## Your objective
Read the data below line by line and copy each one with "bottom" in it.

## Provided records
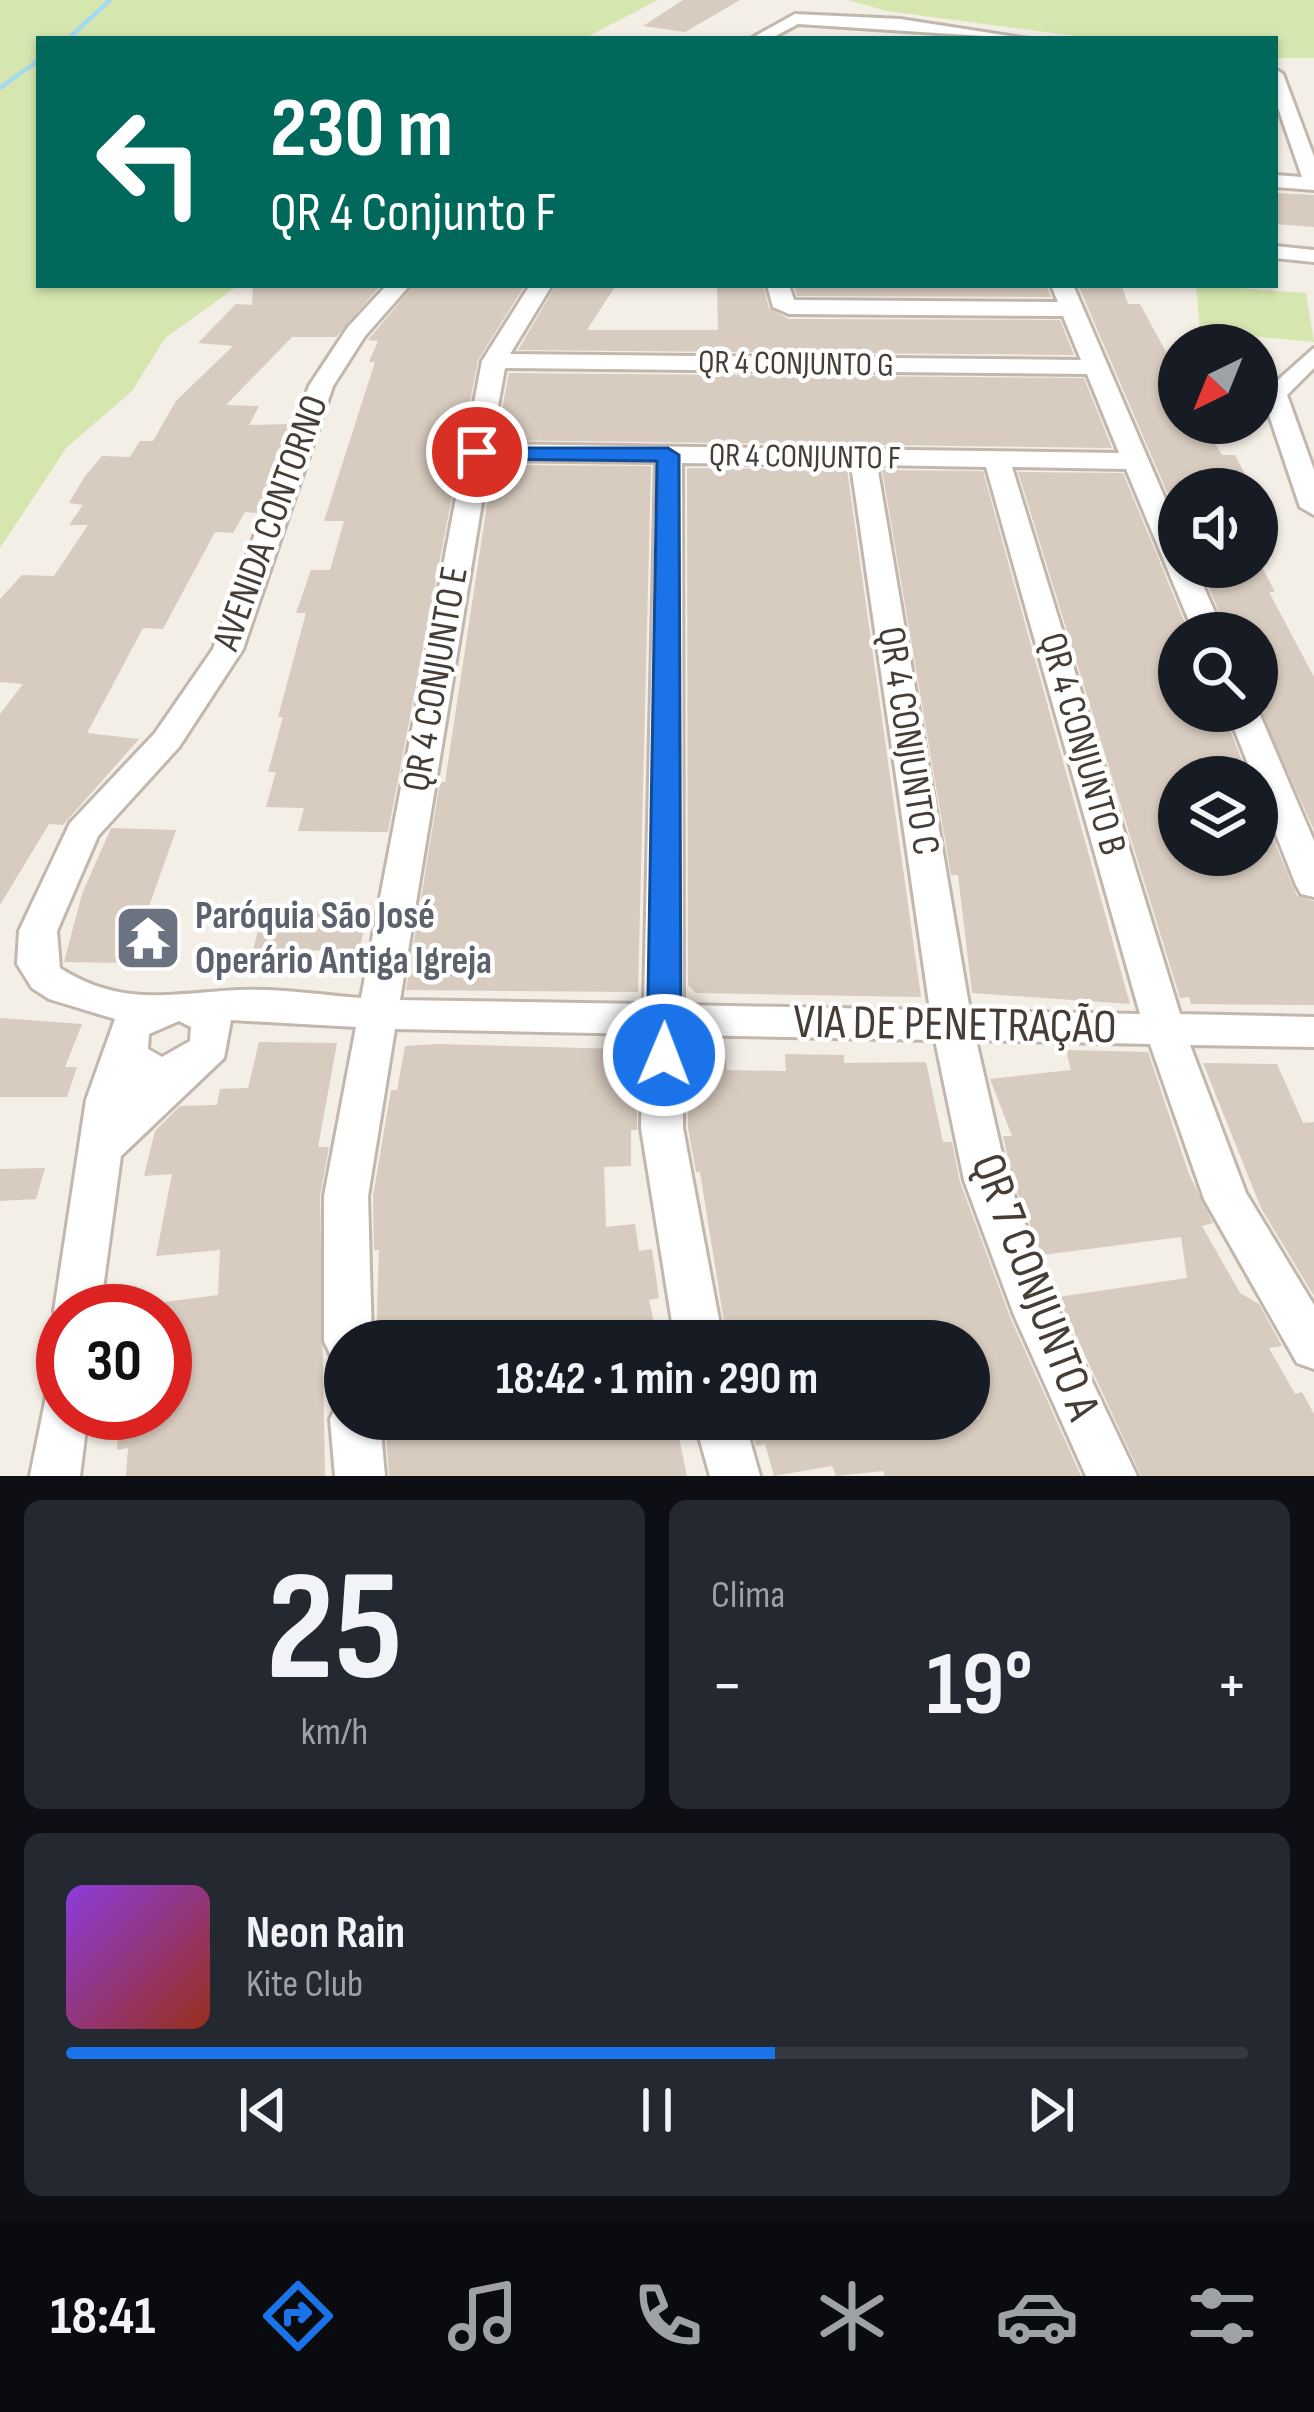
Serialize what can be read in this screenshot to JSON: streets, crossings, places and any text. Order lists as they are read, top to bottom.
{
  "streets": {
    "street": [
      "QR 4 CONJUNTO G",
      "QR 4 CONJUNTO F",
      "AVENIDA CONTORNO",
      "QR 4 CONJUNTO E",
      "QR 4 CONJUNTO C",
      "QR 4 CONJUNTO B",
      "VIA DE PENETRAÇÃO",
      "QR 7 CONJUNTO A"
    ]
  },
  "crossings": [
    ["QR 4 CONJUNTO G", "QR 4 CONJUNTO E"],
    ["QR 4 CONJUNTO F", "QR 4 CONJUNTO E"],
    ["QR 4 CONJUNTO F", "QR 4 CONJUNTO C"],
    ["QR 4 CONJUNTO F", "QR 4 CONJUNTO B"],
    ["AVENIDA CONTORNO", "VIA DE PENETRAÇÃO"],
    ["QR 4 CONJUNTO E", "VIA DE PENETRAÇÃO"],
    ["QR 4 CONJUNTO C", "VIA DE PENETRAÇÃO"],
    ["QR 4 CONJUNTO C", "QR 7 CONJUNTO A"],
    ["QR 4 CONJUNTO B", "VIA DE PENETRAÇÃO"],
    ["VIA DE PENETRAÇÃO", "QR 7 CONJUNTO A"]
  ],
  "places": {
    "temple": ["Paróquia São José Operário Antiga Igreja"]
  },
  "north": "bottom left",
  "page": {
    "turn": ["230 m", "QR 4 Conjunto F"],
    "limit": "30",
    "trip": "18:42 · 1 min · 290 m",
    "tile": [
      ["25", "km/h"],
      "Clima"
    ],
    "heat": ["−", "19°", "+"],
    "song": ["Neon Rain", "Kite Club"],
    "tabs": "18:41"
  }
}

## Written solution
Serialize what can be read in this screenshot to JSON: streets, crossings, places and any text. Order lists as they are read, top to bottom.
  "north": "bottom left",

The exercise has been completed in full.